* **YOUR INSTRUCTIONS**:
Reproduce exactly the lines below, from the first one through the line containing "width:22px; height:22px; translate:-50%", and omit any pictures.
==== MATERIAL SHOWN ====
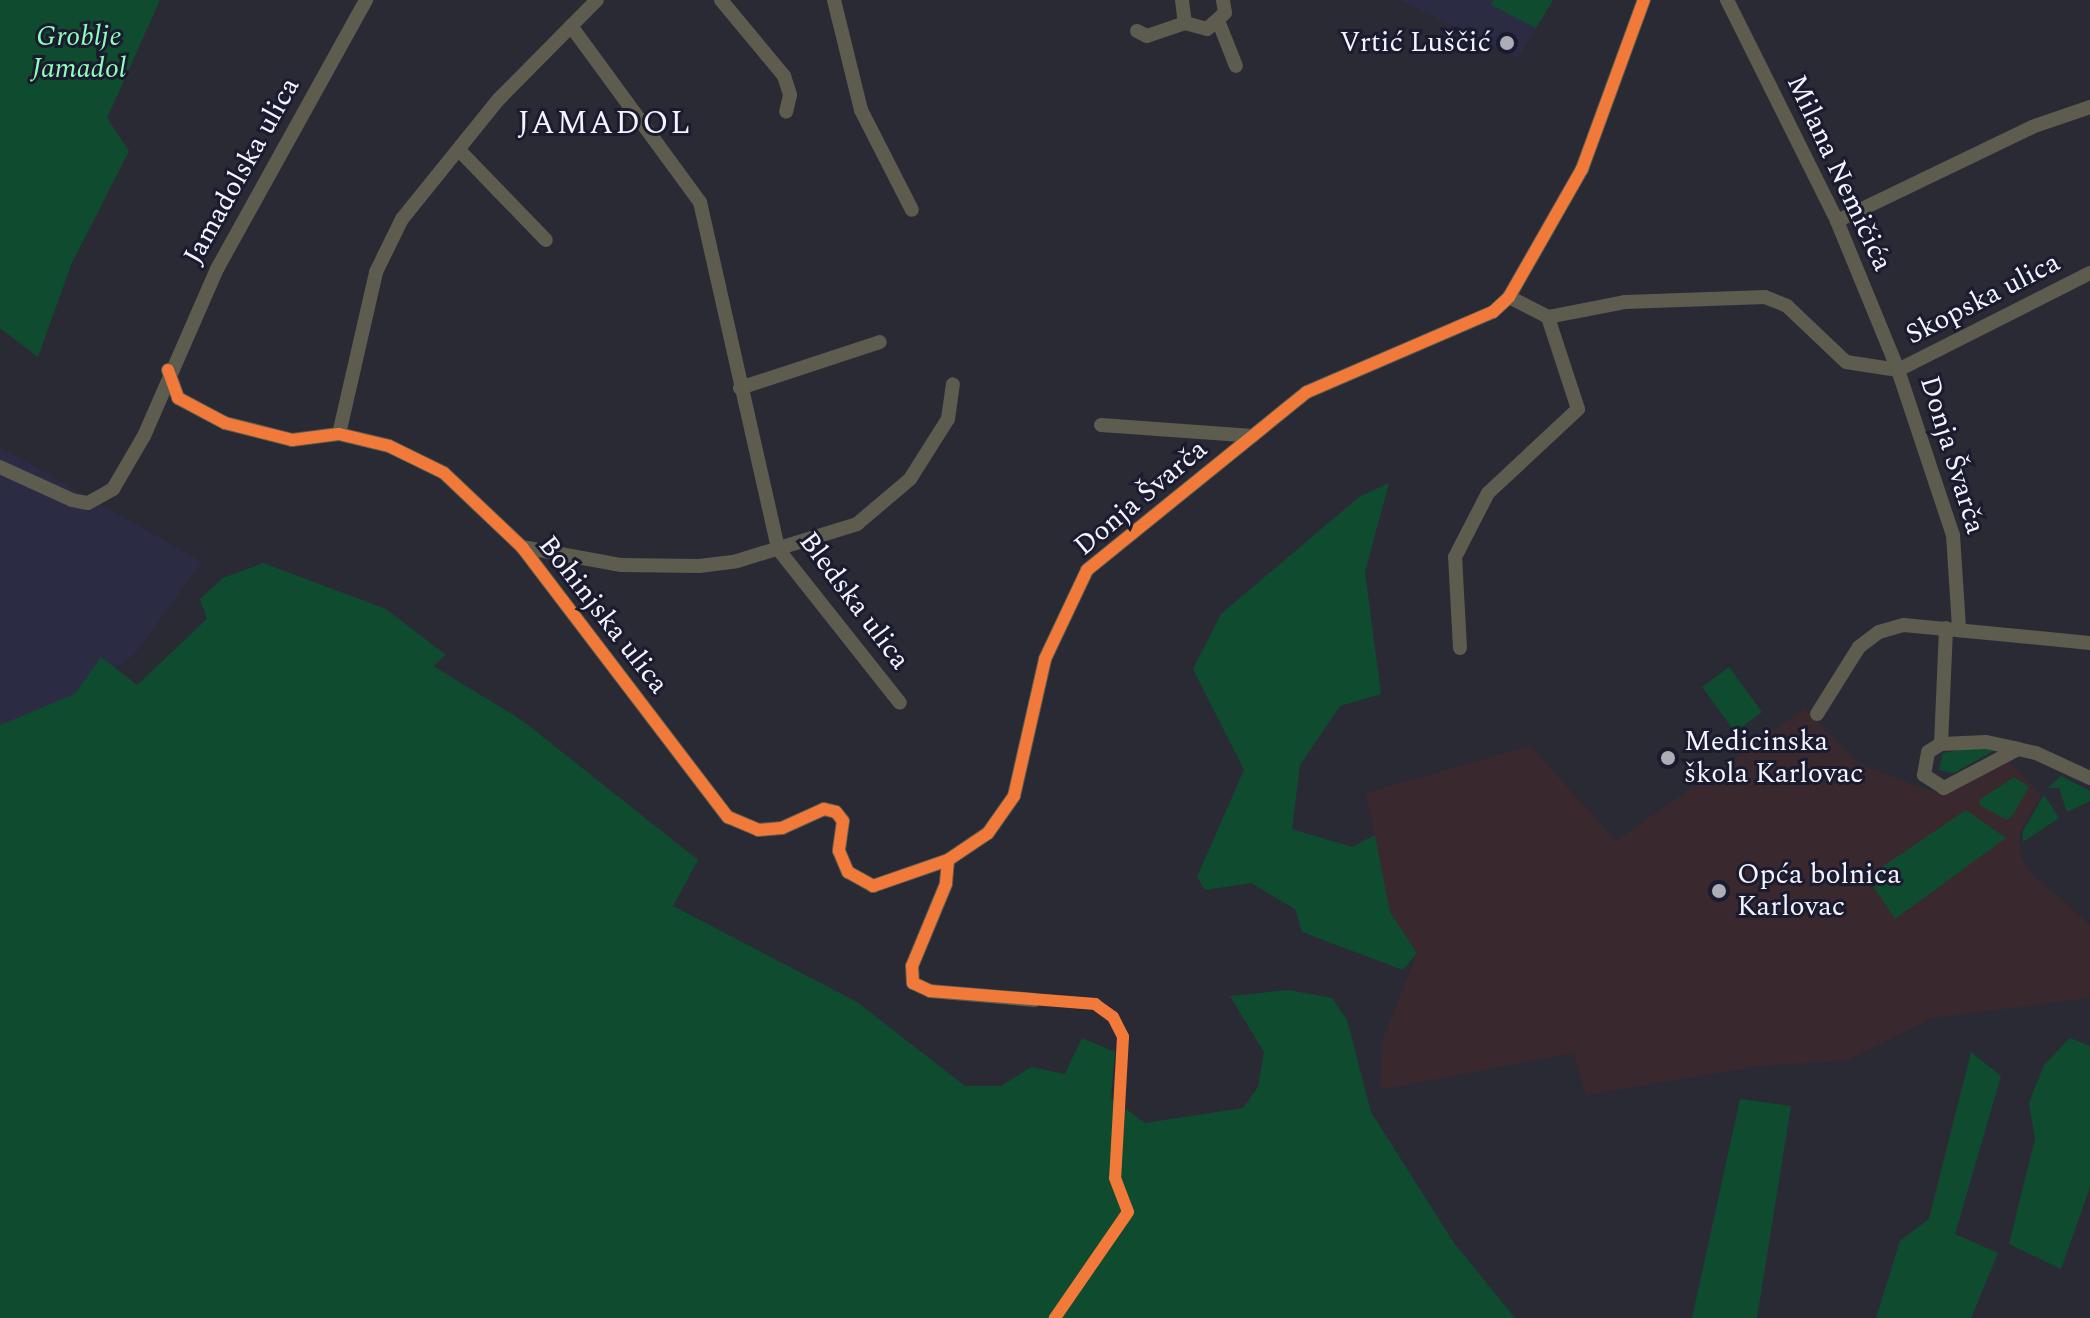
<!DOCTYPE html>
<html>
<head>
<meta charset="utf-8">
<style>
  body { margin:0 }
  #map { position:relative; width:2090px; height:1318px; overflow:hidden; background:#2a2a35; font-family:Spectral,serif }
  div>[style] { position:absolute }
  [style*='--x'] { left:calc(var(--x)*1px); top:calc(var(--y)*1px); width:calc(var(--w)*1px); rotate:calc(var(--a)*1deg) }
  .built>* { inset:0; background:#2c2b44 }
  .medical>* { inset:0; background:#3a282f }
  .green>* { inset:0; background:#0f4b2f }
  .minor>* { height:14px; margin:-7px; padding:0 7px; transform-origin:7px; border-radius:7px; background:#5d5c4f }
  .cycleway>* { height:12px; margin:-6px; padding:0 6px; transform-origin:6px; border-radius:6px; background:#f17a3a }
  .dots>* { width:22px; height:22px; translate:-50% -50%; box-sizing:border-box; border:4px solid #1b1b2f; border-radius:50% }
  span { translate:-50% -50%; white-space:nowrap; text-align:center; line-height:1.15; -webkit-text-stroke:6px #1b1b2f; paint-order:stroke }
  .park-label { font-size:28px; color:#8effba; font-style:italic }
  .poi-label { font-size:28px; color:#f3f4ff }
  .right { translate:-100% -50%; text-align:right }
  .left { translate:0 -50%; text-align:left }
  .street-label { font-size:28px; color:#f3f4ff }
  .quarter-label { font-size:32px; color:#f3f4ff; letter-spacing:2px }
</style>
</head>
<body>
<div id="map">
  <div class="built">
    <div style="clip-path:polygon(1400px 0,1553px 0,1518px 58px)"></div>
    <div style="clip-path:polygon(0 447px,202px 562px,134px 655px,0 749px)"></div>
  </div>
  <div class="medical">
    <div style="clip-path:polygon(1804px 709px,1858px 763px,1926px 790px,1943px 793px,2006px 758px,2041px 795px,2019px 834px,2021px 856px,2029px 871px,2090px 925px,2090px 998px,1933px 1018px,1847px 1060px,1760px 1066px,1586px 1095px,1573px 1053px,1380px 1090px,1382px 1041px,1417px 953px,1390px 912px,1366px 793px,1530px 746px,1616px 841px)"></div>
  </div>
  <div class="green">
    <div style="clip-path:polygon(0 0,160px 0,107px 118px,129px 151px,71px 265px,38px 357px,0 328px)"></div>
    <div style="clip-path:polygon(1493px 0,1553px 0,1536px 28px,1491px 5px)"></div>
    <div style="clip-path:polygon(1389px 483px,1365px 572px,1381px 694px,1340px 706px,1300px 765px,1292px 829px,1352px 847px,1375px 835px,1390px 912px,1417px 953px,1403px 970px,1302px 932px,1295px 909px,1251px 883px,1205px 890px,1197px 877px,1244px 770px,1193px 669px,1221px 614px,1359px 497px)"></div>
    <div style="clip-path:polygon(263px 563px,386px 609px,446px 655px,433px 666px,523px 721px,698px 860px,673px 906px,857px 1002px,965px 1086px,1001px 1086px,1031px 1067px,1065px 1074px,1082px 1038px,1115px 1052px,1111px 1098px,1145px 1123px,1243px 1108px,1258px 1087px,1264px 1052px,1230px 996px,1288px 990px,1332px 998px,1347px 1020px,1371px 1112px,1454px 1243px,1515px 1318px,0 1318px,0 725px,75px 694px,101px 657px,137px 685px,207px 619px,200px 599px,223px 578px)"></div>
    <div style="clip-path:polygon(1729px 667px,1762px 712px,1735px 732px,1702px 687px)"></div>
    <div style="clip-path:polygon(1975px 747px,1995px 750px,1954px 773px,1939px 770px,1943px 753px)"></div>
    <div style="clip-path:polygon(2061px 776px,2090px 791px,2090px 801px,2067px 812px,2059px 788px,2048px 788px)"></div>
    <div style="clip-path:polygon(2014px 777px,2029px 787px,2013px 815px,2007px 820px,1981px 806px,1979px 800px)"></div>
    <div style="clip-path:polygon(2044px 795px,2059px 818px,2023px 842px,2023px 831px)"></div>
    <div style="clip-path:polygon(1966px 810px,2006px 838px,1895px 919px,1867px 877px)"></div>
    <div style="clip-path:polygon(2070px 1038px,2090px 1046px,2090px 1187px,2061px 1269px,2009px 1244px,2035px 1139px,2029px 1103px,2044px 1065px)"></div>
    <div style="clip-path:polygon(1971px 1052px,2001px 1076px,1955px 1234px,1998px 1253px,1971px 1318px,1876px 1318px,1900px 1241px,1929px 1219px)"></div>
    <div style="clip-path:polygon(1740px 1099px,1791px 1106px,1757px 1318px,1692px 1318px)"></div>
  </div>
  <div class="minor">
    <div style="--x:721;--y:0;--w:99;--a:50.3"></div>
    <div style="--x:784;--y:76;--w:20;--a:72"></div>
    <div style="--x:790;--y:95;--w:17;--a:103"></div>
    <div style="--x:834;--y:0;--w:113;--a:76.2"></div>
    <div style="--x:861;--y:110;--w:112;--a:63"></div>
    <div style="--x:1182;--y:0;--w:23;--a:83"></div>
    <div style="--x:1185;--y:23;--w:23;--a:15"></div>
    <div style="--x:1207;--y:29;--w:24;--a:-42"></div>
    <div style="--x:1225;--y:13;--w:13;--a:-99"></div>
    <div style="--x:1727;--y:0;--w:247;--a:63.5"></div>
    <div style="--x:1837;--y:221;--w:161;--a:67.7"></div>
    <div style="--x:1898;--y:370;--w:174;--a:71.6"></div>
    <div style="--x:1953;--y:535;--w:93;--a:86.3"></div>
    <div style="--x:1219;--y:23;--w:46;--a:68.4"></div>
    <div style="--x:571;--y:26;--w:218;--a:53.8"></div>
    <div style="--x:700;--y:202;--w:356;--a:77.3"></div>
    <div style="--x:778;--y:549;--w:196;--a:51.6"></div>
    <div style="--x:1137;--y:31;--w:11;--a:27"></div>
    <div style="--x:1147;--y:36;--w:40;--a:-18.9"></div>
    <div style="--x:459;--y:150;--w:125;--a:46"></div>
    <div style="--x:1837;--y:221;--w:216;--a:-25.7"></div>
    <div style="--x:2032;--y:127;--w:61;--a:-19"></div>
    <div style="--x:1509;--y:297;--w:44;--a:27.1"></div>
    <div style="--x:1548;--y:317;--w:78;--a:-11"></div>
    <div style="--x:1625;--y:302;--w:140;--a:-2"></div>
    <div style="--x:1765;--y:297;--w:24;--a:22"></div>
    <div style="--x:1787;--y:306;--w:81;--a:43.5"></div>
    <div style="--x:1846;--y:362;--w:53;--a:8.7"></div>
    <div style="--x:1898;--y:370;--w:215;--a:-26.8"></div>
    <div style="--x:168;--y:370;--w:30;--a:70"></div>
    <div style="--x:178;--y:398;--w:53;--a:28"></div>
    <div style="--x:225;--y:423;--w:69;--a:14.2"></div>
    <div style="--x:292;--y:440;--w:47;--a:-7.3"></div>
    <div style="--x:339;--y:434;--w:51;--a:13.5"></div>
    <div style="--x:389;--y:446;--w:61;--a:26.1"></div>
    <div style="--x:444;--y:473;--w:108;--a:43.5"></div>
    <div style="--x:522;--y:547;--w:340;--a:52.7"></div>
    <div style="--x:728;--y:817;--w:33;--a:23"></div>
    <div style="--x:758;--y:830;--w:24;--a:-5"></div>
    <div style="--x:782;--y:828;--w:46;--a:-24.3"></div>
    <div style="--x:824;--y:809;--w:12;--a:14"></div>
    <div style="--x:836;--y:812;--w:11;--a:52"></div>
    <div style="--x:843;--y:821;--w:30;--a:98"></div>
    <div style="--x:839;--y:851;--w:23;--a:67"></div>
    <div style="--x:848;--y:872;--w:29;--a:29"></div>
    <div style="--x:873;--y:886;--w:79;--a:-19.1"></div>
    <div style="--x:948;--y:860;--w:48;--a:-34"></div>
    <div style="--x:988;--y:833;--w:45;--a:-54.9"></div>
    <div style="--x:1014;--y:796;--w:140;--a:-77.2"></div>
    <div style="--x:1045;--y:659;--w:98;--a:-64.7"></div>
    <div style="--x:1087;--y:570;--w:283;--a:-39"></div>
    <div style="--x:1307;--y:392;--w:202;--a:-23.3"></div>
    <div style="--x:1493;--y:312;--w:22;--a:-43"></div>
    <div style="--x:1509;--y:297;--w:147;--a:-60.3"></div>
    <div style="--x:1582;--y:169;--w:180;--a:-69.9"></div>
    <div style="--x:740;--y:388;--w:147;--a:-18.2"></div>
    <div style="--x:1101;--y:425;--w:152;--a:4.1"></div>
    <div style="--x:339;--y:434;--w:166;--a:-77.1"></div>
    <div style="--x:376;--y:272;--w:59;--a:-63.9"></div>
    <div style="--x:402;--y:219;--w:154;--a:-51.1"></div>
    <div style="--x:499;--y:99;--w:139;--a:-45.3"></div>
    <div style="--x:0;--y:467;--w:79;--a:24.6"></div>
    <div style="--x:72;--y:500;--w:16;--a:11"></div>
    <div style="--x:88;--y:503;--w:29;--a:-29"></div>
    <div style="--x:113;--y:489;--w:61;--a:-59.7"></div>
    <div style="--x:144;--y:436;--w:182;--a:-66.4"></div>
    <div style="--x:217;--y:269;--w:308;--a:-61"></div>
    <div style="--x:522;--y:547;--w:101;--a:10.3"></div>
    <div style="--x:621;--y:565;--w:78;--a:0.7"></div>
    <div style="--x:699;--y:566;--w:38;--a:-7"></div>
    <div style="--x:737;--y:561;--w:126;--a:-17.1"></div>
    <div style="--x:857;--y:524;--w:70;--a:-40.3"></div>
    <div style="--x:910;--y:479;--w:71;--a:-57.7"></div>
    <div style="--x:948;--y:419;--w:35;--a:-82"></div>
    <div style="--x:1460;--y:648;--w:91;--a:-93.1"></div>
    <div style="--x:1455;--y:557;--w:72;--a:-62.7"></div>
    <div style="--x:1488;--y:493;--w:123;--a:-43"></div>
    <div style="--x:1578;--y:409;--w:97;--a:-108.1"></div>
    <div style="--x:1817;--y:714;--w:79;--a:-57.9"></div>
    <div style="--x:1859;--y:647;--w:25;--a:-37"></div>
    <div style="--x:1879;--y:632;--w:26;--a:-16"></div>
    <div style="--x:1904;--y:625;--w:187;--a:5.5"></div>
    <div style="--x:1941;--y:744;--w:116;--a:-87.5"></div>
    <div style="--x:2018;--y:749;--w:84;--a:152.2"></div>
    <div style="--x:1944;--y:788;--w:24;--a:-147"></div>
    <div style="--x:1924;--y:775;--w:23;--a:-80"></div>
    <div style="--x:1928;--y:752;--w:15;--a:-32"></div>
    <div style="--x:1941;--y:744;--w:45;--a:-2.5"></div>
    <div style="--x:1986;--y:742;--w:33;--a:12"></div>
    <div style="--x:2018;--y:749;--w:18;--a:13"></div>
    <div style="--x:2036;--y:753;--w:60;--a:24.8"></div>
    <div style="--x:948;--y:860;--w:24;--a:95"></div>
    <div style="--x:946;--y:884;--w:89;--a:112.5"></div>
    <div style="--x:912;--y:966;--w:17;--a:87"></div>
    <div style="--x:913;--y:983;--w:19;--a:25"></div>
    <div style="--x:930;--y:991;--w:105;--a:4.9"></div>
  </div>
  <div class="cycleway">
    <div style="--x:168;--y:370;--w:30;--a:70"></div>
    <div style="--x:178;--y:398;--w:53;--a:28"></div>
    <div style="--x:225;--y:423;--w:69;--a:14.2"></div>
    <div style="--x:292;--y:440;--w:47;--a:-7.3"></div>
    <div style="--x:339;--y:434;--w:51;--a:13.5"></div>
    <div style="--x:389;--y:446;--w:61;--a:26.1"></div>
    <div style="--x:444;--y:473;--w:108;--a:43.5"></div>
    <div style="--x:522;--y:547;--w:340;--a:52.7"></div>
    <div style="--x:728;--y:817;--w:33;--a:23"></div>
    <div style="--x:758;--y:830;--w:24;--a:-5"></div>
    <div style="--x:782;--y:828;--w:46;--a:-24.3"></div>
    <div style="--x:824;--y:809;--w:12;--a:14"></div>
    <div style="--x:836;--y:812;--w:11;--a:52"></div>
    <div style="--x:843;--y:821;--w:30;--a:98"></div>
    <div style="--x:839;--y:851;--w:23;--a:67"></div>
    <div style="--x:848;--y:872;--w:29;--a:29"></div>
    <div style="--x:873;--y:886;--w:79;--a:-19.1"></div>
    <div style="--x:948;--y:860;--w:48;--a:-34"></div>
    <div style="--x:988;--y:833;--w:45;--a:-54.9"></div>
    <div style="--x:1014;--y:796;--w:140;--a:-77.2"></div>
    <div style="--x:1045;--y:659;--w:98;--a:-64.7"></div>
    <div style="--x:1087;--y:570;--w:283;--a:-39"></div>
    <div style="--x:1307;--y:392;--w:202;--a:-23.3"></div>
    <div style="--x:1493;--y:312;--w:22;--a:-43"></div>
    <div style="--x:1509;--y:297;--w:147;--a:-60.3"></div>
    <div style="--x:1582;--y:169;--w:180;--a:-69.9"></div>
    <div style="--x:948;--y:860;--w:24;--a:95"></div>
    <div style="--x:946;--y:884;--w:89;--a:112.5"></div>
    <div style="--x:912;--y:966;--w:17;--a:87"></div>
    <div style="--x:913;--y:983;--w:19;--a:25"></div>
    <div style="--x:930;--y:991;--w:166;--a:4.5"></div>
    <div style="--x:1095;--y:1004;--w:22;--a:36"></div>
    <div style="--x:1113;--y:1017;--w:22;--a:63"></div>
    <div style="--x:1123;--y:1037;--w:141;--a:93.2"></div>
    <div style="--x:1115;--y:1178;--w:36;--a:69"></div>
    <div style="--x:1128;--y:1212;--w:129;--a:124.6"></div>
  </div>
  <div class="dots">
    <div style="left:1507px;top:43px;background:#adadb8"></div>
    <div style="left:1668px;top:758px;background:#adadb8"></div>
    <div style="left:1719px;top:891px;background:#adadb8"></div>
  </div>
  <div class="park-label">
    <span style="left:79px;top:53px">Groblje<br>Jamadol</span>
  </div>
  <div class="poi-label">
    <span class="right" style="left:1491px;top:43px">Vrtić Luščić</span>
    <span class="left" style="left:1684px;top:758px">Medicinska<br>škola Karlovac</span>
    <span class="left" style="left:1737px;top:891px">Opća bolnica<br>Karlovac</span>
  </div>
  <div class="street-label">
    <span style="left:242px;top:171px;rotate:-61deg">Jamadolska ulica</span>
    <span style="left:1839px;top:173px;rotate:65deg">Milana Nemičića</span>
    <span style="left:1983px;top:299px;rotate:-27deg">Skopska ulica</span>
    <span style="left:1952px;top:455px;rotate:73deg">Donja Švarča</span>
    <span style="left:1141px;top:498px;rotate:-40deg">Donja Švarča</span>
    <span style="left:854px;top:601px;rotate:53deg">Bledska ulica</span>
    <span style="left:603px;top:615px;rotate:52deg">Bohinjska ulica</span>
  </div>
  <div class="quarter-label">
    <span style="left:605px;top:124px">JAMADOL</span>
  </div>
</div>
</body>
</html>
====
* **WRITTEN ANSWER**:
<!DOCTYPE html>
<html>
<head>
<meta charset="utf-8">
<style>
  body { margin:0 }
  #map { position:relative; width:2090px; height:1318px; overflow:hidden; background:#2a2a35; font-family:Spectral,serif }
  div>[style] { position:absolute }
  [style*='--x'] { left:calc(var(--x)*1px); top:calc(var(--y)*1px); width:calc(var(--w)*1px); rotate:calc(var(--a)*1deg) }
  .built>* { inset:0; background:#2c2b44 }
  .medical>* { inset:0; background:#3a282f }
  .green>* { inset:0; background:#0f4b2f }
  .minor>* { height:14px; margin:-7px; padding:0 7px; transform-origin:7px; border-radius:7px; background:#5d5c4f }
  .cycleway>* { height:12px; margin:-6px; padding:0 6px; transform-origin:6px; border-radius:6px; background:#f17a3a }
  .dots>* { width:22px; height:22px; translate:-50% -50%; box-sizing:border-box; border:4px solid #1b1b2f; border-radius:50% }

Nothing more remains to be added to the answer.